The cost impact is even bigger when rebates discourage competition from biosimilars—which are lower-cost versions of expensive biologic medicines. The average price for such drugs is 30% lower than their brand-name competitors, and some biosimilars are more than 50% cheaper.

Systemwide, rebate walls are costing patients and employers hundreds of thousands of dollars every year in lost savings. At the same time, rebate walls reduce the commercial prospects for new drugs, leading to fewer new medicines being developed.

The Biden administration and Congress could tear down rebate walls in one swoop by requiring all rebates to be passed on to patients. Patients would benefit from immediate savings at the point of sale. Such a change—known as the rebate rule—was adopted by the Trump administration late last year for Medicare Part D drug plans. If left in place by the Biden administration and extended to employer-sponsored insurance, it would end rebate walls—saving money for patients and the overall health care system.

Alternatively, rebate walls could be lowered in smaller steps aimed at improving competition. One step is greater scrutiny from antitrust authorities—the Federal Trade Commission and state attorneys general.

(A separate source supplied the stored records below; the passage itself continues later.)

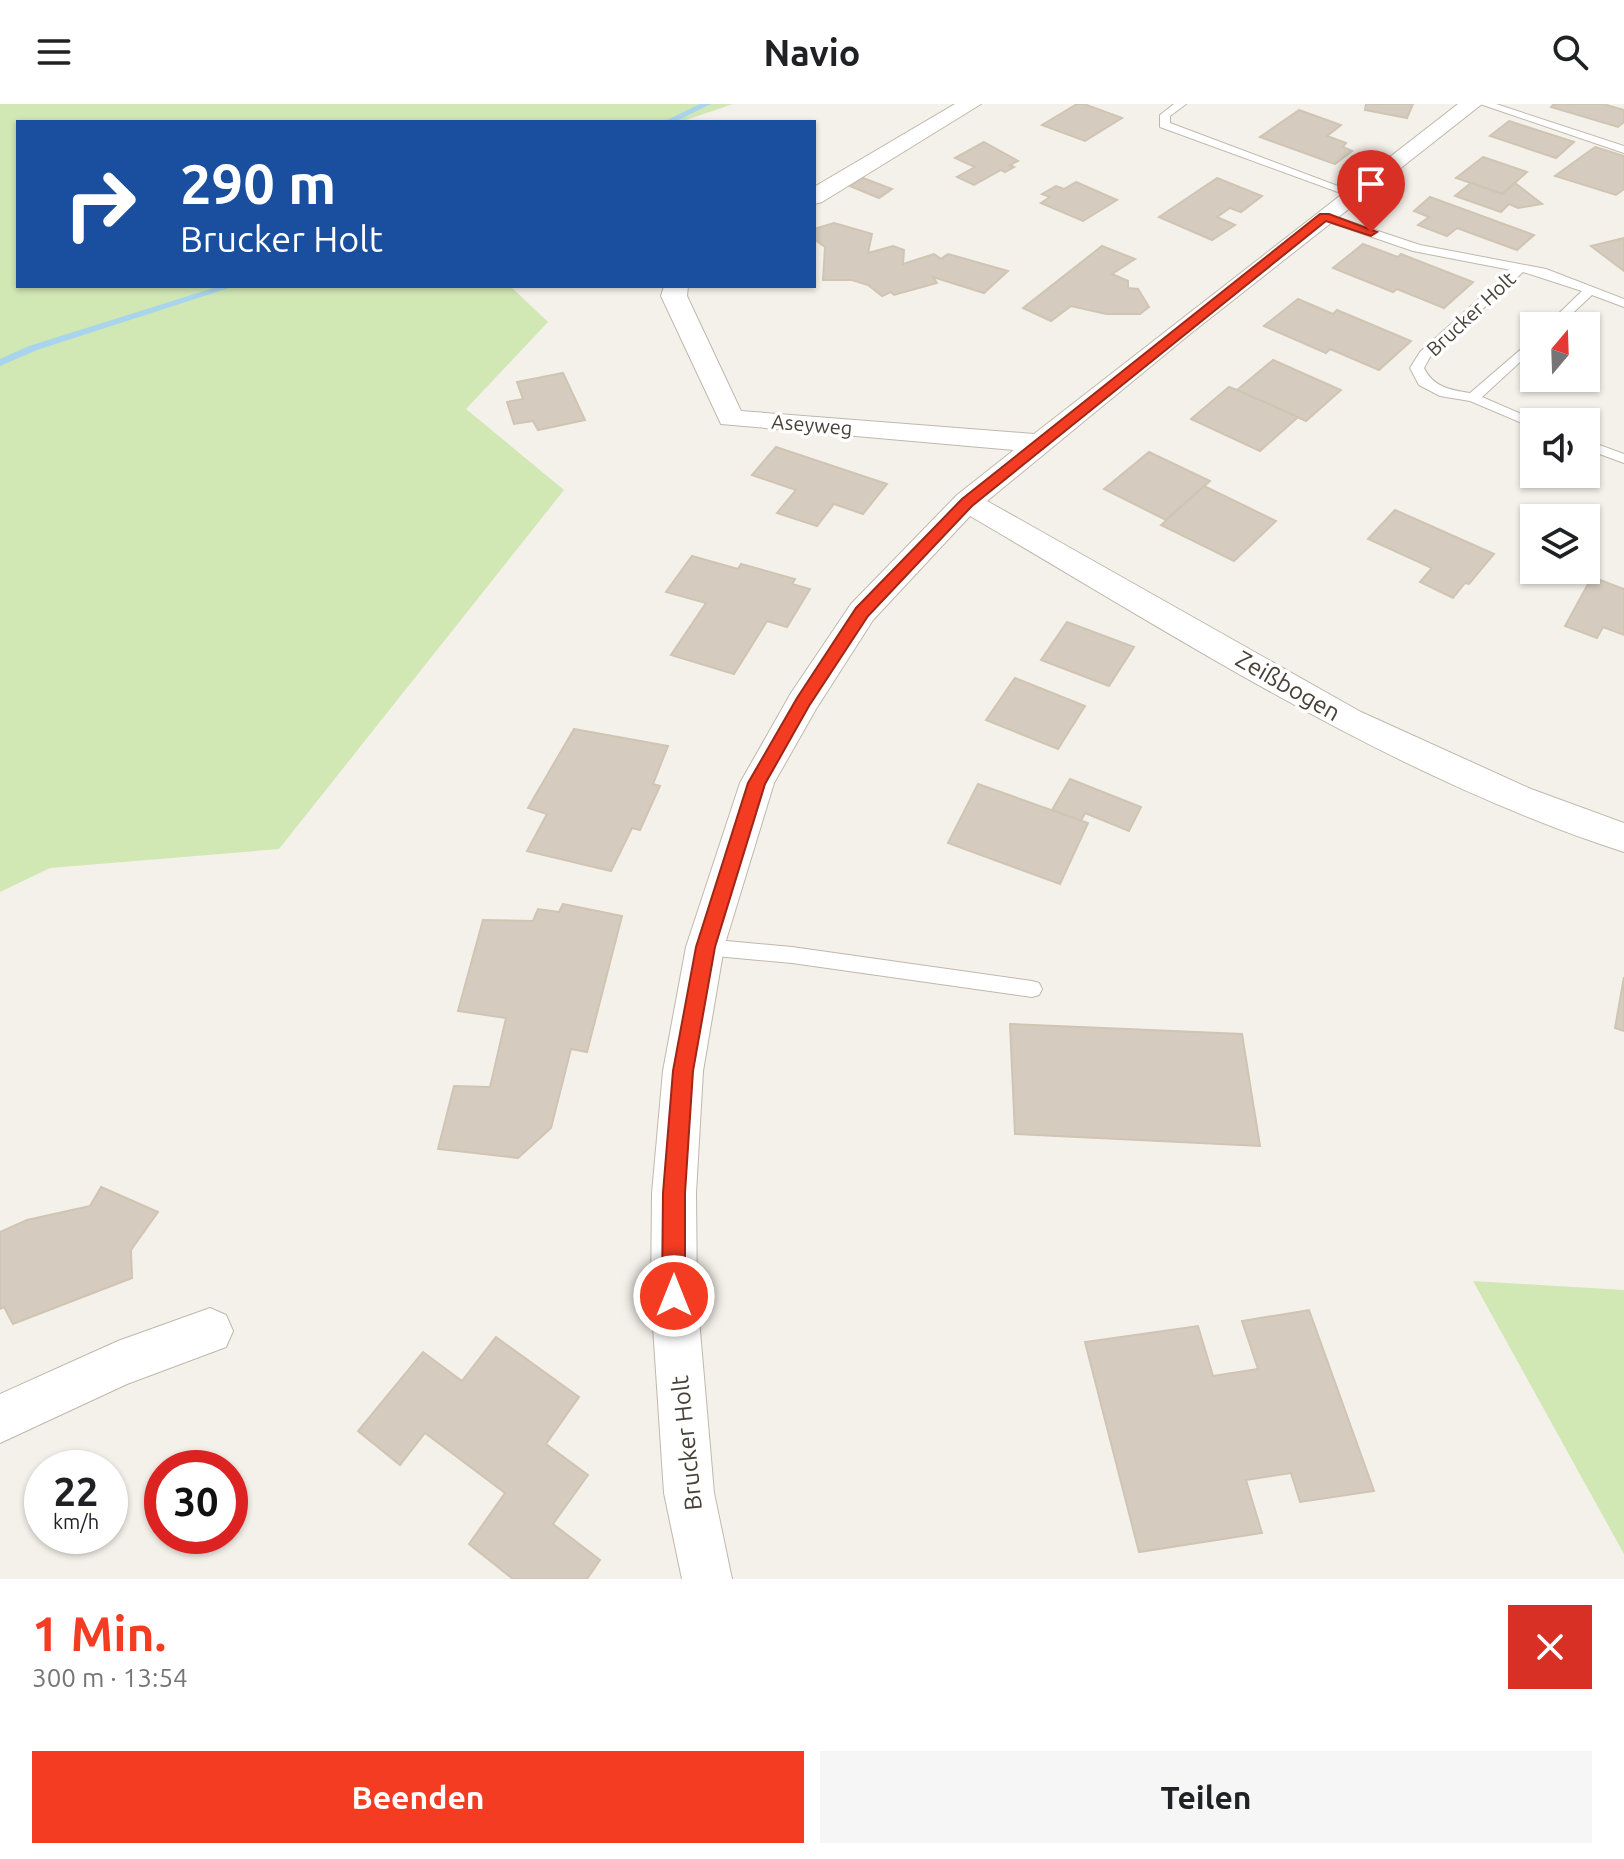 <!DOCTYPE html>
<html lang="de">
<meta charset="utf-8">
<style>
:root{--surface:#fff;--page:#f6f6f6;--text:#202124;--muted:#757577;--accent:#f33c22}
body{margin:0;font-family:Ubuntu,sans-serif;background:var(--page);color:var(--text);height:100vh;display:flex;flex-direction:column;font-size:30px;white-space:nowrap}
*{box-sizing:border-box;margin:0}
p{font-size:26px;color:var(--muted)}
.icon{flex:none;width:44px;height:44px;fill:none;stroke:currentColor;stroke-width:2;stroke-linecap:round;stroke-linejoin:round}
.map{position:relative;height:1475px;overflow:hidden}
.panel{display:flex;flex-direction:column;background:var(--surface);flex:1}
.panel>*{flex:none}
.banner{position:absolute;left:16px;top:16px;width:800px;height:168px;border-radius:0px;box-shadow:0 2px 6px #0004;background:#1a4fa0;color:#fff;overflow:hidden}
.needle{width:52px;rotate:19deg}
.buttons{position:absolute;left:1520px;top:208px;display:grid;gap:16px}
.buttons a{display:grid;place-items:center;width:80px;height:80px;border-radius:0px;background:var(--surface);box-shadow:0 2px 6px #0004;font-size:40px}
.speed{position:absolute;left:24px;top:1346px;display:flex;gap:16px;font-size:40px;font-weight:700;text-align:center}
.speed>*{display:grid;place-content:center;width:104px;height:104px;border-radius:50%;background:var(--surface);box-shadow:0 2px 6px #0004;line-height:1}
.speed small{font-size:20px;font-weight:400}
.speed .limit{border:12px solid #d22;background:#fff;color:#111}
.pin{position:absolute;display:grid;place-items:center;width:68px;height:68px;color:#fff;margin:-82px -34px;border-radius:50% 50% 50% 0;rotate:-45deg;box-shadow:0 0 8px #0007}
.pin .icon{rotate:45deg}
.me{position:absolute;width:88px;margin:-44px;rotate:0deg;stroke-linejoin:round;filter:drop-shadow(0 0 6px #0008)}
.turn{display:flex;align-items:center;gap:28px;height:168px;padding:0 32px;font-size:36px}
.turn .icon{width:104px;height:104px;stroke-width:2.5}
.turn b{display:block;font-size:56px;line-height:68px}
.round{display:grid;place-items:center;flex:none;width:84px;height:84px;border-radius:0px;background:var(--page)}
.overview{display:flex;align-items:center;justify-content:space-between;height:136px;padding:0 32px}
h1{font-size:48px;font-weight:700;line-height:60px;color:var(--accent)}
.button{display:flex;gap:16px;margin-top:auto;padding:16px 32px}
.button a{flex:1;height:92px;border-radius:0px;background:var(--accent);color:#fff;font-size:32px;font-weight:700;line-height:92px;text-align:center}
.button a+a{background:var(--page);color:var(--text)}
header{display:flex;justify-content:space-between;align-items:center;height:104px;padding:0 32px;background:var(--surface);font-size:36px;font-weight:700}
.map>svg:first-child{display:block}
.green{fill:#d1e7b4}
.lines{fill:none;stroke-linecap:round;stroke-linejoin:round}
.stream{fill:#a8d4ee;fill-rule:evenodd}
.building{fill:#d5ccbf;stroke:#d0c4b3;stroke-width:2}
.lane-casing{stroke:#bfb8ac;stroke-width:2}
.street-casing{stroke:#bfb8ac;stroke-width:2}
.lane{fill:#fff;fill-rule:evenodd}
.street{fill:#fff;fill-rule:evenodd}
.route{fill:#f33c22;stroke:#9e2716;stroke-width:2}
.labels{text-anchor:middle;stroke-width:7;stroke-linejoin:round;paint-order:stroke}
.far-street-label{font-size:20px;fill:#484138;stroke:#fff}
.street-label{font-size:24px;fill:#484138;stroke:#fff}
</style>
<header><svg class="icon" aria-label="menu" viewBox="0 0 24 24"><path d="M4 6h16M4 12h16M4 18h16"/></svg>Navio<svg class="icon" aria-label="search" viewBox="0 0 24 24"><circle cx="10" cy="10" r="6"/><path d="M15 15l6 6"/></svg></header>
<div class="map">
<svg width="1624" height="1475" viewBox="0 0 1624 1475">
<rect width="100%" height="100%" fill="#f4f1ea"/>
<g class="green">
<path d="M0,0H733L680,18H18V182H510L548,218L466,305L564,386L279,745L50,764L0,788Z"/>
<path d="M1473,1177L1624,1186V1450Z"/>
</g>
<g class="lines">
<g class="stream">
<path d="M700,0H711L674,18H663Z"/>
<path d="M220,182H235L37,246L0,262V255L29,242Z"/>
</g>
</g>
<g class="building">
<path d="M1077,0H1084L1122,14L1085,37L1042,21Z"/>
<path d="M1366,0H1413L1407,14L1365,6Z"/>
<path d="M1554,0H1603L1624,6V18L1618,23L1551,3Z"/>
<path d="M1299,6L1341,21L1327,32L1346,39L1343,43L1352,47L1335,60L1260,33Z"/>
<path d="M1509,17L1574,38L1556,54L1490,32Z"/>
<path d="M984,38L1018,57L1010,61L1014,63L1005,68L1001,66L974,81L957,73L975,63L955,54Z"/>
<path d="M1595,43L1624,52V85L1616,91L1555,72Z"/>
<path d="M1483,53L1527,68L1502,90L1456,74Z"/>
<path d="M863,74L892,85L879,94L850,82Z"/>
<path d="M1217,74L1262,92L1241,108L1230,104L1217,113L1235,121L1212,136L1159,113Z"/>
<path d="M1076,78L1117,96L1083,117L1041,99L1050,93L1042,90L1056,82L1064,85Z"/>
<path d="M1471,79L1502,90L1515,79L1542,100L1518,104L1509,100L1501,108L1455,92Z"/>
<path d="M1430,93L1534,131L1517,146L1457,124L1447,132L1418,121L1429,113L1414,107Z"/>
<path d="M834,119L872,130L868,149L893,142L904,146L903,160L934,150L941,155L948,150L1008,167L984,189L933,173L937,179L894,191L891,188L882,192L868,181L852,176H823L825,143L814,135V125Z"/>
<path d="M1624,134V167L1591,142Z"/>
<path d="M1363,140L1398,153L1401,150L1473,178L1444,204L1397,185L1393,188L1333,164Z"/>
<path d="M1102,142L1135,155L1112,170L1128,177V184L1138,185L1149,203L1140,210H1106L1071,202L1051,217L1023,204Z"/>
<path d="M1298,195L1333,210L1337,206L1411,237L1379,266L1330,245L1326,249L1264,222Z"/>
<path d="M1273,256L1341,286L1306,317L1237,286Z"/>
<path d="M563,269L585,316L538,326L533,317L514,320L507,298L523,295L517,278Z"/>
<path d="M1229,283L1237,286L1298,313L1260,347L1191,315Z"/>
<path d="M776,343L887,380L863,410L834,400L817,422L777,409L796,386L752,371Z"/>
<path d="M1149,348L1210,377L1166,416L1104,385Z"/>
<path d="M1204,382L1276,417L1234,457L1161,421Z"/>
<path d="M1395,406L1494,450L1469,480L1465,479L1453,494L1420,478L1432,464L1368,435Z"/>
<path d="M692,452L738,465L741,460L795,475L792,480L810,485L787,523L767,517L734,570L671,551L706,499L666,488Z"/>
<path d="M1592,473L1624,485V531L1603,523L1597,534L1565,522Z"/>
<path d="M1067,518L1134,543L1109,582L1041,556Z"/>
<path d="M1015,574L1085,602L1058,645L986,616Z"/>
<path d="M574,625L668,642L653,680L660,682L640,726L632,724L611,767L527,747L547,710L528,704Z"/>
<path d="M1070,675L1141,703L1129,727L1085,709L1081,717L1052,706Z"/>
<path d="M978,680L1088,719L1060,780L948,739Z"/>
<path d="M563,800L622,812L587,948L571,945L551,1024L518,1054L438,1045L454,982L490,983L506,914L458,907L483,816L533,817L538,805L559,808Z"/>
<path d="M1624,873V927L1615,924Z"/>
<path d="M1010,920L1242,930L1260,1042L1015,1030Z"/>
<path d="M101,1083L158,1108L131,1146L132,1174L13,1220L4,1203L0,1205V1128L27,1116L90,1102Z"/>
<path d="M1309,1206L1374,1387L1300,1398L1291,1369L1246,1376L1262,1429L1139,1448L1085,1238L1198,1222L1213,1272L1258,1265L1242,1217Z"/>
<path d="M496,1233L579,1293L546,1340L588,1371L553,1420L600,1456L587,1475H513L469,1440L505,1389L425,1329L400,1361L358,1327L423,1248L462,1277Z"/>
</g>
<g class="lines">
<g class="lane-casing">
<g id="lane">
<path d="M1174,0H1186L1170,12V19L1359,90L1349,92L1160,23V11Z"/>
<path d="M1480,0H1496L1624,42V49Z"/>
<path d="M1324,109L1420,141L1546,165L1624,195V203L1592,191L1559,222H1546L1582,187L1523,168L1430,253L1424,264C1433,283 1450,286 1470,289L1534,234V245L1482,293L1540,318H1534V323L1529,322L1470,297L1440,292L1419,281L1410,264L1420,248L1511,166L1413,147L1320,115L1318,113Z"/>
<path d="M1586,336L1624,350V359L1586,345Z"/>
<path d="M705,835L792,843L1032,877L1039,879L1042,885L1039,891L1032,893L792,859L705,851L698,849L695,843L698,837Z"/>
</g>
</g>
<g class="street-casing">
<g id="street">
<path d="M955,0H981L822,98L814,100V83Z"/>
<path d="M1458,0H1482L1190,230L987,397L1361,608L1531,685L1624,719V748C1390,672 1181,535 970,412L873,516L816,605L774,679L724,843L703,967L696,1089L697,1192L714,1389L732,1475H682L664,1389L651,1192L652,1089L663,967L686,843L740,679L791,589L851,500L957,391L1014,346L721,320L661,192L664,182H688L687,192L741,307L1034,330Z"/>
<path d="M210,1204L226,1211L233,1227L226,1243L127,1280L0,1339V1290L118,1237Z"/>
</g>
</g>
<use href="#lane" class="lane"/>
<use href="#street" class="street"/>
</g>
<path class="route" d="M1320,110H1329L1377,128L1371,132L1326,117L972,402L868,512L809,602L765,680L715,843L693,967L685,1089V1192L682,1200L674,1203L666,1200L662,1192L663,1089L673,967L696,843L748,679L797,594L856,504L962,395Z"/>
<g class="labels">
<g class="far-street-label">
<text transform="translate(1471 210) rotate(-43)" y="7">Brucker Holt</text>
<text transform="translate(812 321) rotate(5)" y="7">Aseyweg</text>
</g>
<g class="street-label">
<text transform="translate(1288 582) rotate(30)" y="8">Zeißbogen</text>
<text transform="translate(687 1339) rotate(-96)" y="8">Brucker Holt</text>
</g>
</g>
</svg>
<div class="buttons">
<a><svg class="needle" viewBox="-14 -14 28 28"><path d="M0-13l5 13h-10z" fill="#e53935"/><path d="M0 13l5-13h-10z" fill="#757577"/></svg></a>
<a><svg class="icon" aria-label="sound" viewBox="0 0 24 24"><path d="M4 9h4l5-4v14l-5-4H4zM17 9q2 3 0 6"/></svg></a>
<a><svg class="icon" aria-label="layers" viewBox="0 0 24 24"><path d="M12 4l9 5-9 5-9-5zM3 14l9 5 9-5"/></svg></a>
</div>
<div class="speed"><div>22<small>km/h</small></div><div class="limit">30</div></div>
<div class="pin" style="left:1371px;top:128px;background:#d93025"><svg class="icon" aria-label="arrive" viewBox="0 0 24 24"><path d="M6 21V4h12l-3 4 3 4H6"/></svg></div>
<svg class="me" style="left:674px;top:1192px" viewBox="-20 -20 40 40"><circle r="17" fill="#f33c22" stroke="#fff" stroke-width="3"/><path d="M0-11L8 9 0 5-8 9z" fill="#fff"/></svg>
<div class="banner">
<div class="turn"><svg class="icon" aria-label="right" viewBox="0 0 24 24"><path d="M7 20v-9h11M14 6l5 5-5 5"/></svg><div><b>290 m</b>Brucker Holt</div></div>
</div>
</div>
<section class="panel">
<div class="overview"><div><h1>1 Min.</h1><p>300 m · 13:54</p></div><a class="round" style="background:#d93025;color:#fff"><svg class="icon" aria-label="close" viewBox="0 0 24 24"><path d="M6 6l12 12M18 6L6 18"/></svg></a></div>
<div class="button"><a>Beenden</a><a>Teilen</a></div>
</section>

Another is to limit the use of utilization management tools—prior authorization and step therapy—for non-medical reasons. Some states have passed legislation restricting step therapy, allowing patients to step over these requirements if certain criteria are met.

Tearing down rebate walls would restore competition to pharmaceutical markets, benefiting both the physical and financial health of Americans.

Madelaine A. Feldman, M.D., is a rheumatologist, president of the Coalition of State Rheumatology Organizations, and serves as chair of the Alliance for Safe Biologic Medicines. Wayne Winegarden, Ph.D. is a Sr. Fellow and Director of the Center for Medical Economics and Innovation at the Pacific Research Institute.